■ WHAT IS EXPECTED: Verbatim transcription with images omitted: return the entries below in full.

■ LISTED RECORDS:
+ + + + +
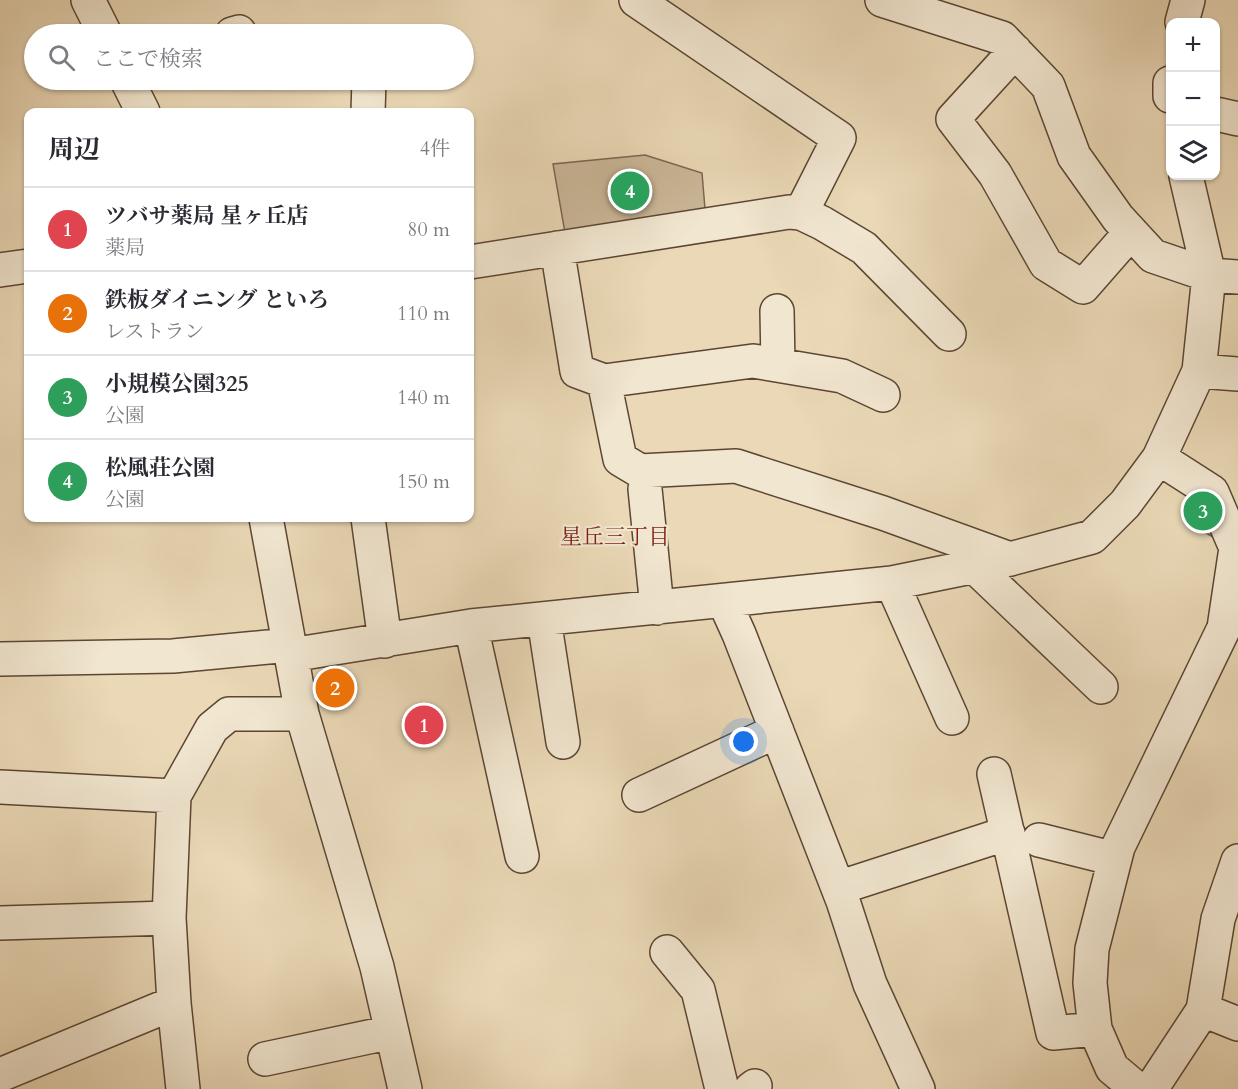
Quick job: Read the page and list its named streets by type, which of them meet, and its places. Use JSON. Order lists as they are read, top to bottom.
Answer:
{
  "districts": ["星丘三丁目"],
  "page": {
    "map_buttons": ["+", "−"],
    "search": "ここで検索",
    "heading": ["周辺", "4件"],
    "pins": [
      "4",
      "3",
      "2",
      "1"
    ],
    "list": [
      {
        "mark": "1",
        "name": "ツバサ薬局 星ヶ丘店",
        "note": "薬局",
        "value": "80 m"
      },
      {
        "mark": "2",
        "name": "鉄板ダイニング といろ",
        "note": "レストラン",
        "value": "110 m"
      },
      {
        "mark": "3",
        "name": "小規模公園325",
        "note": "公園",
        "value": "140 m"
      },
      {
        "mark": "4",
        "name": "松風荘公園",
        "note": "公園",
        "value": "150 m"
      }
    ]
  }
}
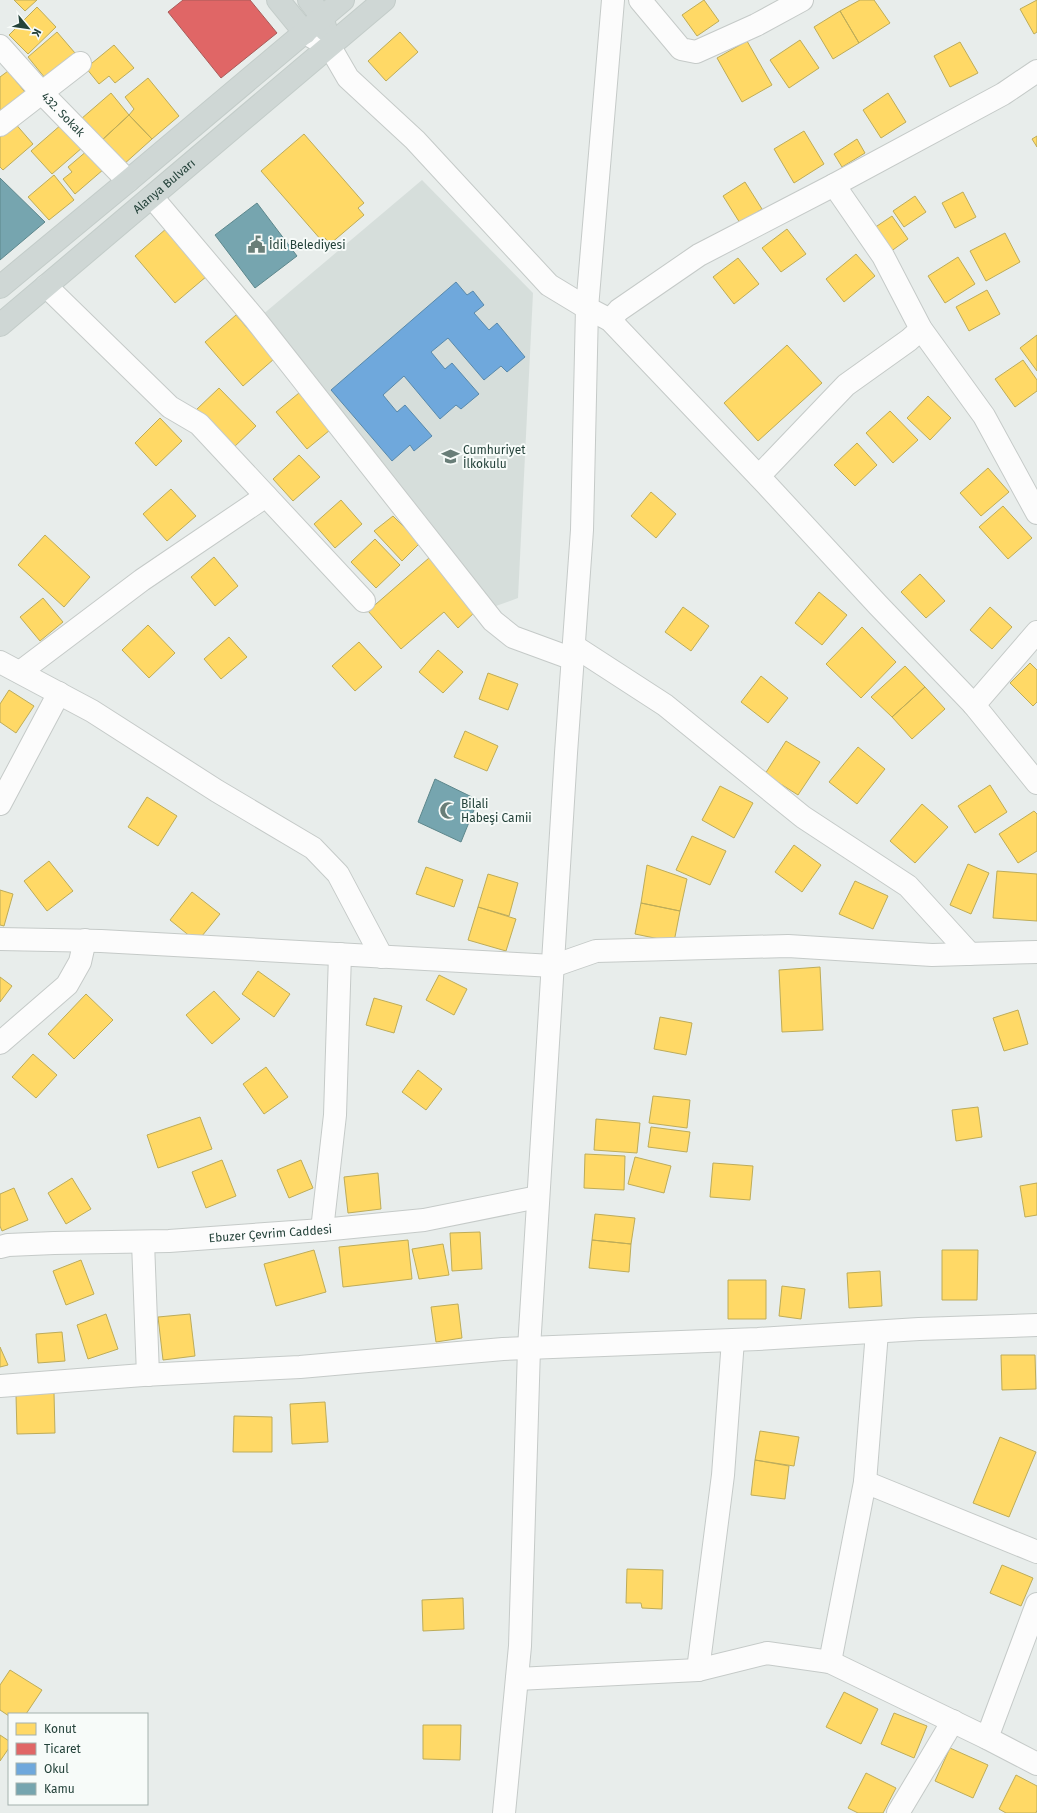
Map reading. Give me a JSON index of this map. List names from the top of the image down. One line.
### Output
+ + + + +
■ SOLUTION BELOW:
Quick job: Read the page and list its named streets by type, which of them meet, and its places. Use JSON. Order lists as they are read, top to bottom.
Answer:
{
  "districts": ["星丘三丁目"],
  "page": {
    "map_buttons": ["+", "−"],
    "search": "ここで検索",
    "heading": ["周辺", "4件"],
    "pins": [
      "4",
      "3",
      "2",
      "1"
    ],
    "list": [
      {
        "mark": "1",
        "name": "ツバサ薬局 星ヶ丘店",
        "note": "薬局",
        "value": "80 m"
      },
      {
        "mark": "2",
        "name": "鉄板ダイニング といろ",
        "note": "レストラン",
        "value": "110 m"
      },
      {
        "mark": "3",
        "name": "小規模公園325",
        "note": "公園",
        "value": "140 m"
      },
      {
        "mark": "4",
        "name": "松風荘公園",
        "note": "公園",
        "value": "150 m"
      }
    ]
  }
}
Map reading. Give me a JSON index of this map. List names from the top of the image down. One line.
### Output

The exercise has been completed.